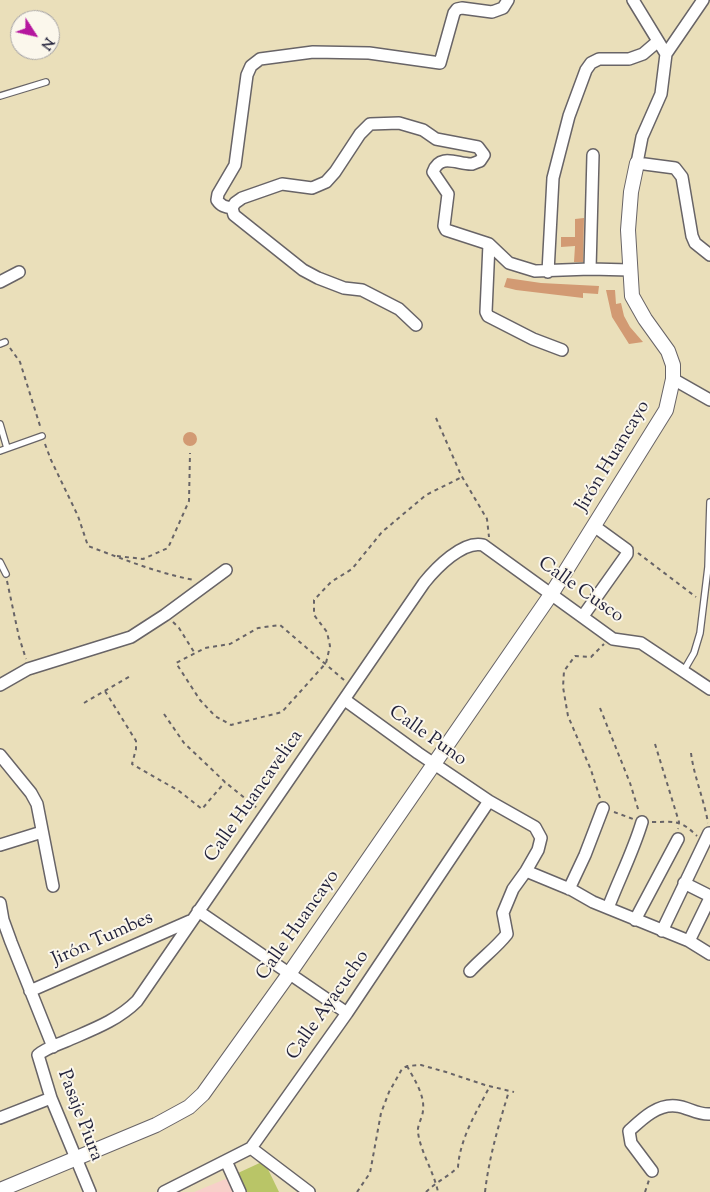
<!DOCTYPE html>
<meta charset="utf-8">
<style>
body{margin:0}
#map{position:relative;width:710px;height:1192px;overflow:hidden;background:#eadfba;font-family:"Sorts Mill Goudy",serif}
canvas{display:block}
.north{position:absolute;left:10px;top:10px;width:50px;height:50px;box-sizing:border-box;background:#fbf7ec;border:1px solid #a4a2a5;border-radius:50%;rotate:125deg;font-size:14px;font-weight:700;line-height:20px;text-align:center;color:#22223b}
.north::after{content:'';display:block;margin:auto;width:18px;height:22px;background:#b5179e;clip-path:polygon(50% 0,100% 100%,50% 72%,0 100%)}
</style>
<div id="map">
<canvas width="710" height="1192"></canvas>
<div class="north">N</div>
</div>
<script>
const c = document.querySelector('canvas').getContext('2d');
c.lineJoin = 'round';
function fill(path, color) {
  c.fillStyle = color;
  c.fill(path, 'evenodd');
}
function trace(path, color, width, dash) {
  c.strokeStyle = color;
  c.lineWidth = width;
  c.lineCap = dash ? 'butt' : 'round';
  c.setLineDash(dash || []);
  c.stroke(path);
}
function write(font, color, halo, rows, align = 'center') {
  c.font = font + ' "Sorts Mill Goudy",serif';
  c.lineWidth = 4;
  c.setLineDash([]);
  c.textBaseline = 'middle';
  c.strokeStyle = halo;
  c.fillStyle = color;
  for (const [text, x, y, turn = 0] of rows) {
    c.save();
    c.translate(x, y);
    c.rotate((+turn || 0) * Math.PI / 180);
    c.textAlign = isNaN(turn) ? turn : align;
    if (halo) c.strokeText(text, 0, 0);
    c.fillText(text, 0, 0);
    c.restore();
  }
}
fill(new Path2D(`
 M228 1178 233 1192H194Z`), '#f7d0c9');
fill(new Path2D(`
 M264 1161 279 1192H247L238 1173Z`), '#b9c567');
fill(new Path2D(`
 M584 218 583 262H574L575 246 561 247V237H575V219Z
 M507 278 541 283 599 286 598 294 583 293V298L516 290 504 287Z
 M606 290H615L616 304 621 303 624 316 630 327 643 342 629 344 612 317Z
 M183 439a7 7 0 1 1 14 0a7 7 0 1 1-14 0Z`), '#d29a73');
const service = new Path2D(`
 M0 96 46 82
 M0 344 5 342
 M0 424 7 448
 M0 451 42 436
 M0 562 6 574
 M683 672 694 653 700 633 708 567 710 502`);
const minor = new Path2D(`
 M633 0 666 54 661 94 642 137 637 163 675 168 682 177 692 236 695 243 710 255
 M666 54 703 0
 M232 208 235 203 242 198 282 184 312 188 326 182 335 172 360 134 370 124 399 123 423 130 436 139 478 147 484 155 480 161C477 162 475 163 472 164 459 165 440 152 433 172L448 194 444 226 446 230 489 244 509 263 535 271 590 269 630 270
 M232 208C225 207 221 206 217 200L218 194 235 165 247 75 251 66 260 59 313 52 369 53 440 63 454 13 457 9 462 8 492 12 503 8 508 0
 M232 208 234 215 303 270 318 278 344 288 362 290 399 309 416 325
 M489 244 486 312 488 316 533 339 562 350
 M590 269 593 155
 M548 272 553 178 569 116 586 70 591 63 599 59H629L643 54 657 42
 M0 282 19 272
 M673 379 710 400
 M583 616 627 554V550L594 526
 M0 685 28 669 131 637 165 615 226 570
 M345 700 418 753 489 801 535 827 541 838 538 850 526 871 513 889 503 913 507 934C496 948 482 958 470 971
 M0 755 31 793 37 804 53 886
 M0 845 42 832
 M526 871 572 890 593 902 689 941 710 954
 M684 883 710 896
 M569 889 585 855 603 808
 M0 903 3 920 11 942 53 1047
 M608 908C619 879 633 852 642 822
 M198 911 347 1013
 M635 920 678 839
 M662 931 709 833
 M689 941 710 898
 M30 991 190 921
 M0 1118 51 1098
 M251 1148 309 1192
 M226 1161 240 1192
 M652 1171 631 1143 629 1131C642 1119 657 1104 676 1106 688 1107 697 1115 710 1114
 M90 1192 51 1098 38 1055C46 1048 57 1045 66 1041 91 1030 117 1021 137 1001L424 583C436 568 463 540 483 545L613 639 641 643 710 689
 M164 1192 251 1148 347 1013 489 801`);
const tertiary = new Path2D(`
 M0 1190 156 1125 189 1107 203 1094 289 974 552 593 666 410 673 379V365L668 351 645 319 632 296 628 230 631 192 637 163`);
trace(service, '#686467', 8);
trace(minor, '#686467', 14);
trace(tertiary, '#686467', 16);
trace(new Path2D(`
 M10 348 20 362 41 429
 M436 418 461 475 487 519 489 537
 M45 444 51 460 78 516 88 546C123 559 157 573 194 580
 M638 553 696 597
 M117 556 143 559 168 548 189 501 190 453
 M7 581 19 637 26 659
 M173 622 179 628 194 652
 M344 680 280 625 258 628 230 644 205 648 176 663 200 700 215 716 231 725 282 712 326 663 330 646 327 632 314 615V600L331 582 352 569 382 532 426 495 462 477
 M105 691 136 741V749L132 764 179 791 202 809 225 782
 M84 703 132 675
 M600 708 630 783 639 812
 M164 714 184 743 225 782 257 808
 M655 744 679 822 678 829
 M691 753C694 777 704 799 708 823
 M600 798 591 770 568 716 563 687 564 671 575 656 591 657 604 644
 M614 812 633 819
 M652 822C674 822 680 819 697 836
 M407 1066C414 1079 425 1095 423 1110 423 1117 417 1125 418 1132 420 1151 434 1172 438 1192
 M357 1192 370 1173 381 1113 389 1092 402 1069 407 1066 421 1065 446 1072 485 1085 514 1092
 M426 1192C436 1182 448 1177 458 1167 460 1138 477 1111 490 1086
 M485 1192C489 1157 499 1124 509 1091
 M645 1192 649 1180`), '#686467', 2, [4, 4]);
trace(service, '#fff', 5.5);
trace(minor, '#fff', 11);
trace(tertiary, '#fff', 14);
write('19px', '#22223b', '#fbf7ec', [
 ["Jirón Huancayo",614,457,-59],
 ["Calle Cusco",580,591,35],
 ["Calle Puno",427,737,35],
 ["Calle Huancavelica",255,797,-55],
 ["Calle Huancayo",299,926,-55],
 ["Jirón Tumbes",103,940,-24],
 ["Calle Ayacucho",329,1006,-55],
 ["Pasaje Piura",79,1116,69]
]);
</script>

**REQUIRED ACTION**
Show all lines above containing "rotate".

**PROBLEM SOLUTION**
.north{position:absolute;left:10px;top:10px;width:50px;height:50px;box-sizing:border-box;background:#fbf7ec;border:1px solid #a4a2a5;border-radius:50%;rotate:125deg;font-size:14px;font-weight:700;line-height:20px;text-align:center;color:#22223b}
    c.rotate((+turn || 0) * Math.PI / 180);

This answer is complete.